EXTRACTED INFORMATION:
|---|
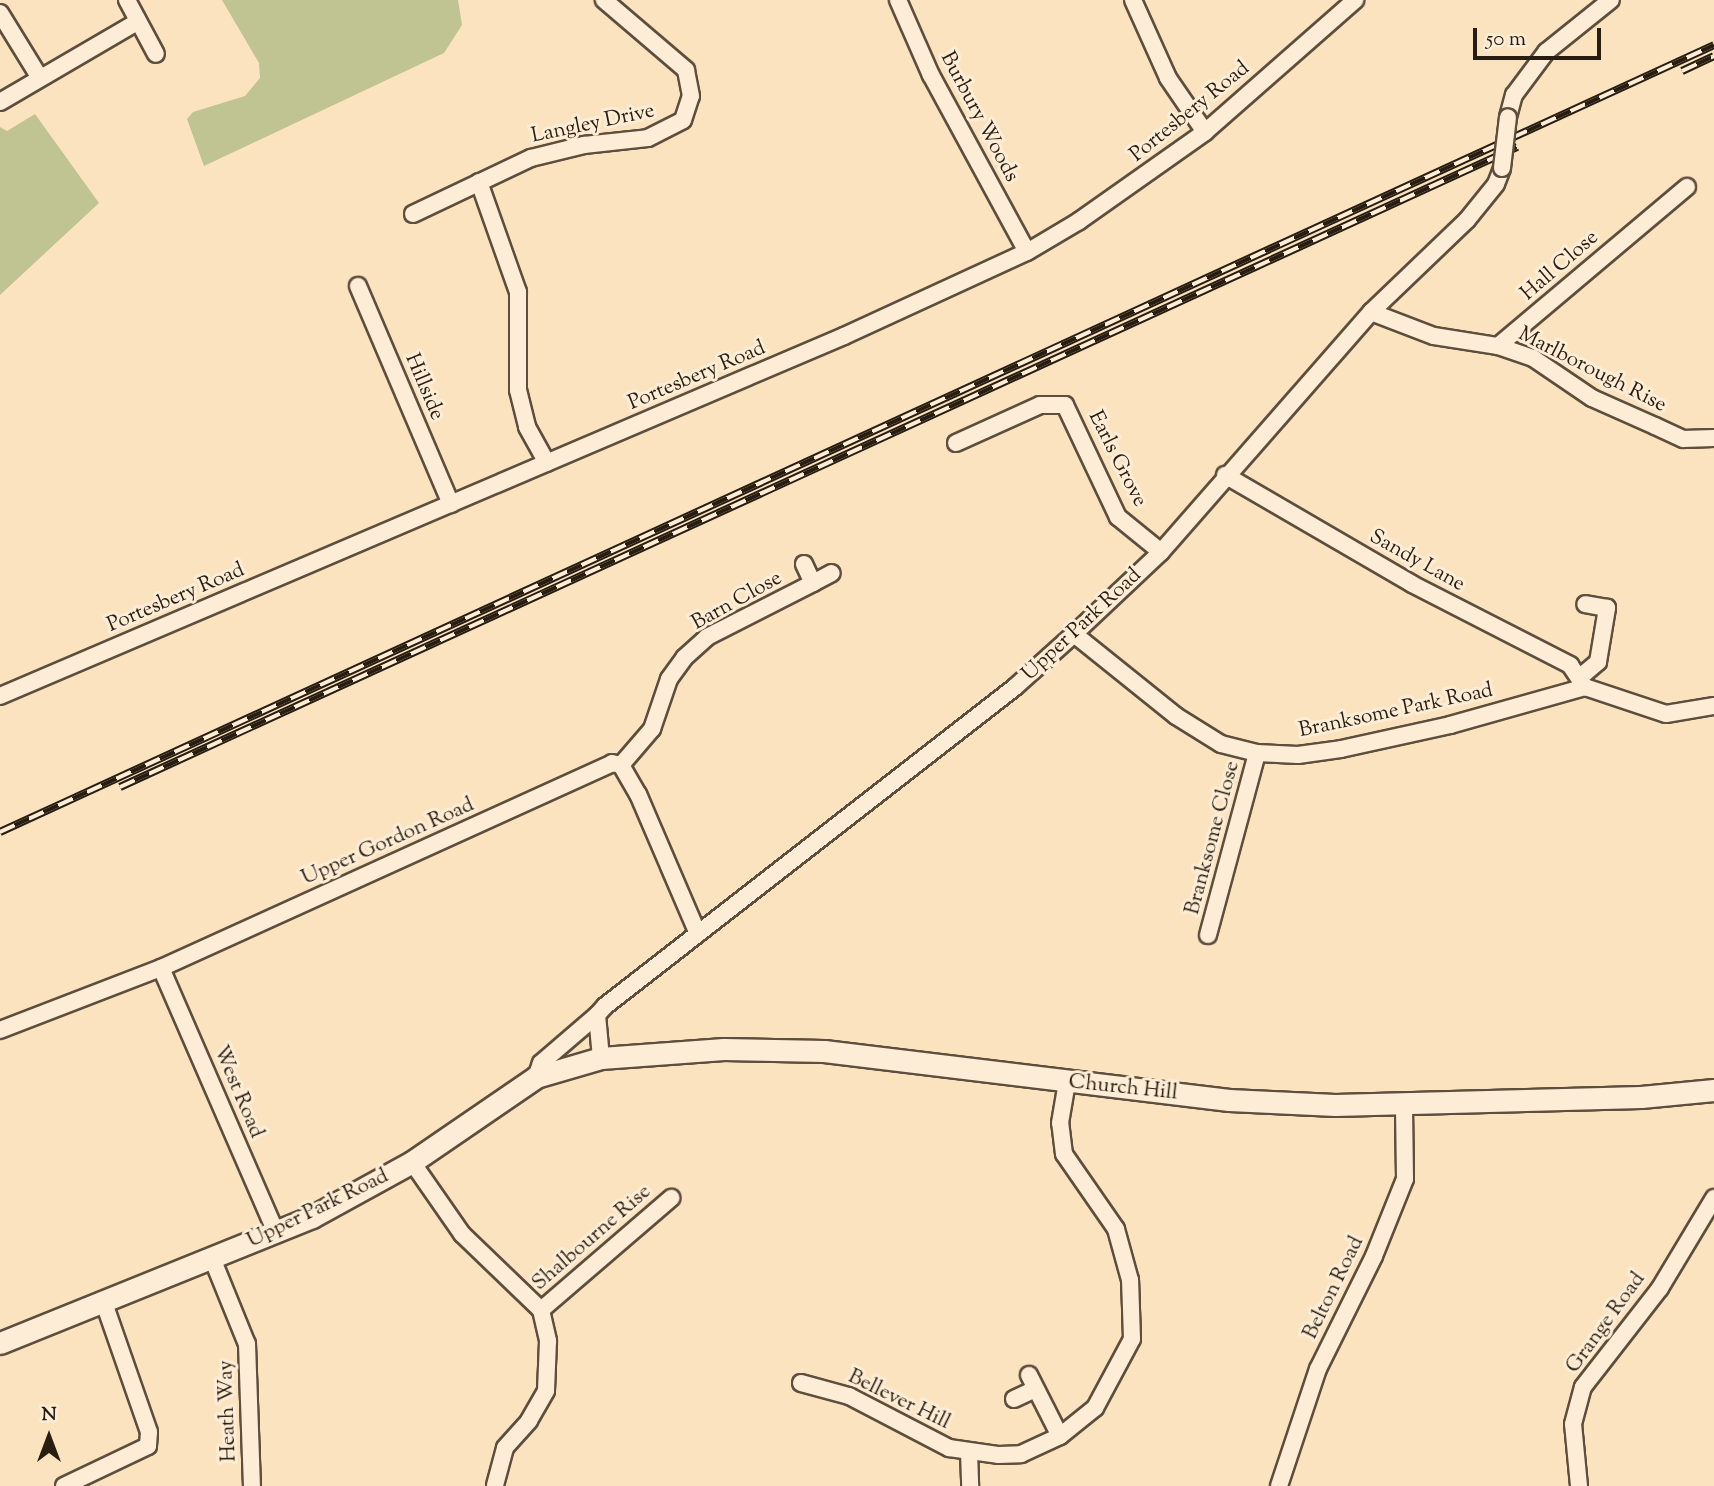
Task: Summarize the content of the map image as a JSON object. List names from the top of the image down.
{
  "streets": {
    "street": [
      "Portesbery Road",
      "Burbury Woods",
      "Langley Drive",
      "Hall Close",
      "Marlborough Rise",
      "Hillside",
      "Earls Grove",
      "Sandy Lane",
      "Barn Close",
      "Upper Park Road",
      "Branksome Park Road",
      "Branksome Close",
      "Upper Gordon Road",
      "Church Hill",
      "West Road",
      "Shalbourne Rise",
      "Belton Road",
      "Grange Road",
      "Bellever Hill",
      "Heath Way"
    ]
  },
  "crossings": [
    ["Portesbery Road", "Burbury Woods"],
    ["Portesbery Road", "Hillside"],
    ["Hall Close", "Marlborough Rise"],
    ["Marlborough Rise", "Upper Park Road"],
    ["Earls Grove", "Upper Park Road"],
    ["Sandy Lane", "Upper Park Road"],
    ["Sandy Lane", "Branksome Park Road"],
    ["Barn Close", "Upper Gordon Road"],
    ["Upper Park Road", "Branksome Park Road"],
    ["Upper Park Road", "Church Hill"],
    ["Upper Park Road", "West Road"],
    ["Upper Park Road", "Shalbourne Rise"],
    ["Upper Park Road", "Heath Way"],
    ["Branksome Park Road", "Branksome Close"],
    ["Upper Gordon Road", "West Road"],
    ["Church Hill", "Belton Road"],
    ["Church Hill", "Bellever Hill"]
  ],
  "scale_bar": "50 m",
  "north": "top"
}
|---|
What is needed is an exact repeat of every entry above, with the pictures left out.

Task: Summarize the content of the map image as a JSON object. List names from the top of the image down.
{
  "streets": {
    "street": [
      "Portesbery Road",
      "Burbury Woods",
      "Langley Drive",
      "Hall Close",
      "Marlborough Rise",
      "Hillside",
      "Earls Grove",
      "Sandy Lane",
      "Barn Close",
      "Upper Park Road",
      "Branksome Park Road",
      "Branksome Close",
      "Upper Gordon Road",
      "Church Hill",
      "West Road",
      "Shalbourne Rise",
      "Belton Road",
      "Grange Road",
      "Bellever Hill",
      "Heath Way"
    ]
  },
  "crossings": [
    ["Portesbery Road", "Burbury Woods"],
    ["Portesbery Road", "Hillside"],
    ["Hall Close", "Marlborough Rise"],
    ["Marlborough Rise", "Upper Park Road"],
    ["Earls Grove", "Upper Park Road"],
    ["Sandy Lane", "Upper Park Road"],
    ["Sandy Lane", "Branksome Park Road"],
    ["Barn Close", "Upper Gordon Road"],
    ["Upper Park Road", "Branksome Park Road"],
    ["Upper Park Road", "Church Hill"],
    ["Upper Park Road", "West Road"],
    ["Upper Park Road", "Shalbourne Rise"],
    ["Upper Park Road", "Heath Way"],
    ["Branksome Park Road", "Branksome Close"],
    ["Upper Gordon Road", "West Road"],
    ["Church Hill", "Belton Road"],
    ["Church Hill", "Bellever Hill"]
  ],
  "scale_bar": "50 m",
  "north": "top"
}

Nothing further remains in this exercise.